Data to examine: Begin

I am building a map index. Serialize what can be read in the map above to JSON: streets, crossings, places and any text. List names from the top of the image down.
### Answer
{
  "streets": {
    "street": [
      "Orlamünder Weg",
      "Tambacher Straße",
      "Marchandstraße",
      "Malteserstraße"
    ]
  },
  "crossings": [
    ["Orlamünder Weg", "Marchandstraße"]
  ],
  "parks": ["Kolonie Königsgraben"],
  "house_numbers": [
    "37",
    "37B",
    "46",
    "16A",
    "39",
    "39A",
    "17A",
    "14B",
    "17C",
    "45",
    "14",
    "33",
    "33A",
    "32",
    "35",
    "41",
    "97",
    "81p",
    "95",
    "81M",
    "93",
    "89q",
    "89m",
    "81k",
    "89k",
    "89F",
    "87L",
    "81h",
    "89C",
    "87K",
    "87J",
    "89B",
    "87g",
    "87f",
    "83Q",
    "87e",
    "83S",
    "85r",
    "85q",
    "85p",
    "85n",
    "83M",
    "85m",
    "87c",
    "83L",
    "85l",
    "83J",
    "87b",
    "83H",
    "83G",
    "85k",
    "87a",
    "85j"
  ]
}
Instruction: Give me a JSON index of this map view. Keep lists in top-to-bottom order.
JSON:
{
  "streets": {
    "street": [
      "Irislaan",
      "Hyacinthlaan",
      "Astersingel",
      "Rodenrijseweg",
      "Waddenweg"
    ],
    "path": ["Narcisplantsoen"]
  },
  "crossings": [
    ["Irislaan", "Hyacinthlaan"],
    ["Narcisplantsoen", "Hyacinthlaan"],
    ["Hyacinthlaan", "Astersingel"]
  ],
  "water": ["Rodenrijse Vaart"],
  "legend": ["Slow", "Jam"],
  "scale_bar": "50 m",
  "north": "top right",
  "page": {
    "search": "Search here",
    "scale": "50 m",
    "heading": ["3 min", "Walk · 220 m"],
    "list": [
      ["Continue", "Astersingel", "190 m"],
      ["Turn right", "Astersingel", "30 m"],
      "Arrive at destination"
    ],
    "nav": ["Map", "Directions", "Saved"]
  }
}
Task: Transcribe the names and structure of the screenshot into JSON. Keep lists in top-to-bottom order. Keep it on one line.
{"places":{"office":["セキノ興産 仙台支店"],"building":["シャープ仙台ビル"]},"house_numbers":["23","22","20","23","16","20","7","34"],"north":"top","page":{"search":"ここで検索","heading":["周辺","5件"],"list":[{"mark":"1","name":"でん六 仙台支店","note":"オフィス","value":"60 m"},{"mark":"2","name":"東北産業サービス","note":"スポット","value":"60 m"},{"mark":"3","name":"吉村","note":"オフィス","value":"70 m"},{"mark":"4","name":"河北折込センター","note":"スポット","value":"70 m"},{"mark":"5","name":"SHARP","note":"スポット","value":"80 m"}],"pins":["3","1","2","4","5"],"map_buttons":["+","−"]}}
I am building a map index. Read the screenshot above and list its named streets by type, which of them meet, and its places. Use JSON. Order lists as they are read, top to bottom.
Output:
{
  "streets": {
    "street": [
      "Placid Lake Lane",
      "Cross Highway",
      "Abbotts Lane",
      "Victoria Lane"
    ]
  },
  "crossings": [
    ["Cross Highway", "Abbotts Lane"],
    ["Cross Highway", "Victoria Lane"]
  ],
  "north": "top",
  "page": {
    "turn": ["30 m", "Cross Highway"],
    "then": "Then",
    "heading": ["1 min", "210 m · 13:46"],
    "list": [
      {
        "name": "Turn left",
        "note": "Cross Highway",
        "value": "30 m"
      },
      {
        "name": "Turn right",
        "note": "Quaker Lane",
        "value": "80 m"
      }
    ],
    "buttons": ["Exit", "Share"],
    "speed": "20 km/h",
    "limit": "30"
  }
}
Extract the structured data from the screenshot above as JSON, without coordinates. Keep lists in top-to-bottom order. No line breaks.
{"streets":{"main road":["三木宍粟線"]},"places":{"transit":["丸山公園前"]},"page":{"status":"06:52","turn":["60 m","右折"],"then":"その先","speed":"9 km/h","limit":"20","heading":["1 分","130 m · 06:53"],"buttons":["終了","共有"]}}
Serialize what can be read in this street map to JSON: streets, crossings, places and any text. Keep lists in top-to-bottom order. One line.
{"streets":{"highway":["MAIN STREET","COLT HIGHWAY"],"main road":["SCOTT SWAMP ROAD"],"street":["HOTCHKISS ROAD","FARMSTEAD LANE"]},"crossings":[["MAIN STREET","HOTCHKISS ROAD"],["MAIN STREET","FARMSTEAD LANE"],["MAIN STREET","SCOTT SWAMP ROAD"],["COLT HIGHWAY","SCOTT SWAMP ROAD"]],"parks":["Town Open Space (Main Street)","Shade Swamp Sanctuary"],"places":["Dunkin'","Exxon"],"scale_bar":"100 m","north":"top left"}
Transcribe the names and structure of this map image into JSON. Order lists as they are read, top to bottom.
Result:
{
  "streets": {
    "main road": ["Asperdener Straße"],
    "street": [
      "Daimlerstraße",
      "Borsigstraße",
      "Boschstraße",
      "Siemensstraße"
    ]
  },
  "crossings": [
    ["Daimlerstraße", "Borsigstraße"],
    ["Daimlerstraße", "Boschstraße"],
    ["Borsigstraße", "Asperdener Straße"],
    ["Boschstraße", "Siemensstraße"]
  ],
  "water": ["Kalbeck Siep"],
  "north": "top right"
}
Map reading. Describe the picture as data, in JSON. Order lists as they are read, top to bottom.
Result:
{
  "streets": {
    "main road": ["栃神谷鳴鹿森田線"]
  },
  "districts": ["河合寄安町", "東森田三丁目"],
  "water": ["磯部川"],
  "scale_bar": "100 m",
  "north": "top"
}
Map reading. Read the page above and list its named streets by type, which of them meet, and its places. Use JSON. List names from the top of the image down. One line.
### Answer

Data to examine: End

**Task brief**:
Quote exactly the line containing "Map reading. Describe" and every later line through the end of the listing, and no other lines.

**Result of the task**:
Map reading. Describe the picture as data, in JSON. Order lists as they are read, top to bottom.
Result:
{
  "streets": {
    "main road": ["栃神谷鳴鹿森田線"]
  },
  "districts": ["河合寄安町", "東森田三丁目"],
  "water": ["磯部川"],
  "scale_bar": "100 m",
  "north": "top"
}
Map reading. Read the page above and list its named streets by type, which of them meet, and its places. Use JSON. List names from the top of the image down. One line.
### Answer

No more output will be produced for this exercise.